┌────────
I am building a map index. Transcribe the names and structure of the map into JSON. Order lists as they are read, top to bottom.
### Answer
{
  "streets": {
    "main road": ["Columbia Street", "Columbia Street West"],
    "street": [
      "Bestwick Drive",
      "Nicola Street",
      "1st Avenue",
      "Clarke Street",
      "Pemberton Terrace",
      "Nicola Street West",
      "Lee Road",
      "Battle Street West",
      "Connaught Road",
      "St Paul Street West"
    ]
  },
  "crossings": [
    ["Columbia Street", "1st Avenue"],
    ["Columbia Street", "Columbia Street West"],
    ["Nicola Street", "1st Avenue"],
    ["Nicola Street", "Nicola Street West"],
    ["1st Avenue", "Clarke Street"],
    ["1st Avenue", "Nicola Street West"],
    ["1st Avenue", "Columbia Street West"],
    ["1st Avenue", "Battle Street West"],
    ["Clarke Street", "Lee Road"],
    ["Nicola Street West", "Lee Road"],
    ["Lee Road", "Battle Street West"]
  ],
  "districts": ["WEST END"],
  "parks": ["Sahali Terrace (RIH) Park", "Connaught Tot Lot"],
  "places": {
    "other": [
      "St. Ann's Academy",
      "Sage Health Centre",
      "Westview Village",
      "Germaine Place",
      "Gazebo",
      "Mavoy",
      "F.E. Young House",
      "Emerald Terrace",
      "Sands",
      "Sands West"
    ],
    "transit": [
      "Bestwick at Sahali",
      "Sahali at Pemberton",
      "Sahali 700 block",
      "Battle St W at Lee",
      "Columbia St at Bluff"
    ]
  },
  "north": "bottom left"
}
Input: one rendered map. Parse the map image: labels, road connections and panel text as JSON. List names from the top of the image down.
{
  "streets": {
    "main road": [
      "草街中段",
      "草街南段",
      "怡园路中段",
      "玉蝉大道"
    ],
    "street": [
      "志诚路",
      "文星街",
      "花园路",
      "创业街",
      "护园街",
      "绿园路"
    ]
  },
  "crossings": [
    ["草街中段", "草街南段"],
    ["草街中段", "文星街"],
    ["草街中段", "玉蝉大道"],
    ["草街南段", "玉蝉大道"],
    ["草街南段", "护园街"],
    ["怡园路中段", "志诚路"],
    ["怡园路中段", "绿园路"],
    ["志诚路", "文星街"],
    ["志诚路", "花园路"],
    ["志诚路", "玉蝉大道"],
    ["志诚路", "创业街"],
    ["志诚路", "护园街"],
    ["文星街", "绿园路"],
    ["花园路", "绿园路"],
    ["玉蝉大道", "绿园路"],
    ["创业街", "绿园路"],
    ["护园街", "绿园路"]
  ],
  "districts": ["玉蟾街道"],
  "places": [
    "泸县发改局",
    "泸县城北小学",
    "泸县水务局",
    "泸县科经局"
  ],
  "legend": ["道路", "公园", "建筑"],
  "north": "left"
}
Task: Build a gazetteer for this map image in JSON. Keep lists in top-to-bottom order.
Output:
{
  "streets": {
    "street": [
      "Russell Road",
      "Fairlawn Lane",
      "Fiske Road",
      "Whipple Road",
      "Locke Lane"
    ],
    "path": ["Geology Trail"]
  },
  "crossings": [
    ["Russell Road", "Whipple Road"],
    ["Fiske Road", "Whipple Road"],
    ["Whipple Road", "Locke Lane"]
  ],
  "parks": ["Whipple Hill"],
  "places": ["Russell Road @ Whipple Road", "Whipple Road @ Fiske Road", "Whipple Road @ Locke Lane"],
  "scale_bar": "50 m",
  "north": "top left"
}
└────────
--- Task goal ---
The complete data above is to be written out again as it stands.

--- Answer ---
I am building a map index. Transcribe the names and structure of the map into JSON. Order lists as they are read, top to bottom.
### Answer
{
  "streets": {
    "main road": ["Columbia Street", "Columbia Street West"],
    "street": [
      "Bestwick Drive",
      "Nicola Street",
      "1st Avenue",
      "Clarke Street",
      "Pemberton Terrace",
      "Nicola Street West",
      "Lee Road",
      "Battle Street West",
      "Connaught Road",
      "St Paul Street West"
    ]
  },
  "crossings": [
    ["Columbia Street", "1st Avenue"],
    ["Columbia Street", "Columbia Street West"],
    ["Nicola Street", "1st Avenue"],
    ["Nicola Street", "Nicola Street West"],
    ["1st Avenue", "Clarke Street"],
    ["1st Avenue", "Nicola Street West"],
    ["1st Avenue", "Columbia Street West"],
    ["1st Avenue", "Battle Street West"],
    ["Clarke Street", "Lee Road"],
    ["Nicola Street West", "Lee Road"],
    ["Lee Road", "Battle Street West"]
  ],
  "districts": ["WEST END"],
  "parks": ["Sahali Terrace (RIH) Park", "Connaught Tot Lot"],
  "places": {
    "other": [
      "St. Ann's Academy",
      "Sage Health Centre",
      "Westview Village",
      "Germaine Place",
      "Gazebo",
      "Mavoy",
      "F.E. Young House",
      "Emerald Terrace",
      "Sands",
      "Sands West"
    ],
    "transit": [
      "Bestwick at Sahali",
      "Sahali at Pemberton",
      "Sahali 700 block",
      "Battle St W at Lee",
      "Columbia St at Bluff"
    ]
  },
  "north": "bottom left"
}
Input: one rendered map. Parse the map image: labels, road connections and panel text as JSON. List names from the top of the image down.
{
  "streets": {
    "main road": [
      "草街中段",
      "草街南段",
      "怡园路中段",
      "玉蝉大道"
    ],
    "street": [
      "志诚路",
      "文星街",
      "花园路",
      "创业街",
      "护园街",
      "绿园路"
    ]
  },
  "crossings": [
    ["草街中段", "草街南段"],
    ["草街中段", "文星街"],
    ["草街中段", "玉蝉大道"],
    ["草街南段", "玉蝉大道"],
    ["草街南段", "护园街"],
    ["怡园路中段", "志诚路"],
    ["怡园路中段", "绿园路"],
    ["志诚路", "文星街"],
    ["志诚路", "花园路"],
    ["志诚路", "玉蝉大道"],
    ["志诚路", "创业街"],
    ["志诚路", "护园街"],
    ["文星街", "绿园路"],
    ["花园路", "绿园路"],
    ["玉蝉大道", "绿园路"],
    ["创业街", "绿园路"],
    ["护园街", "绿园路"]
  ],
  "districts": ["玉蟾街道"],
  "places": [
    "泸县发改局",
    "泸县城北小学",
    "泸县水务局",
    "泸县科经局"
  ],
  "legend": ["道路", "公园", "建筑"],
  "north": "left"
}
Task: Build a gazetteer for this map image in JSON. Keep lists in top-to-bottom order.
Output:
{
  "streets": {
    "street": [
      "Russell Road",
      "Fairlawn Lane",
      "Fiske Road",
      "Whipple Road",
      "Locke Lane"
    ],
    "path": ["Geology Trail"]
  },
  "crossings": [
    ["Russell Road", "Whipple Road"],
    ["Fiske Road", "Whipple Road"],
    ["Whipple Road", "Locke Lane"]
  ],
  "parks": ["Whipple Hill"],
  "places": ["Russell Road @ Whipple Road", "Whipple Road @ Fiske Road", "Whipple Road @ Locke Lane"],
  "scale_bar": "50 m",
  "north": "top left"
}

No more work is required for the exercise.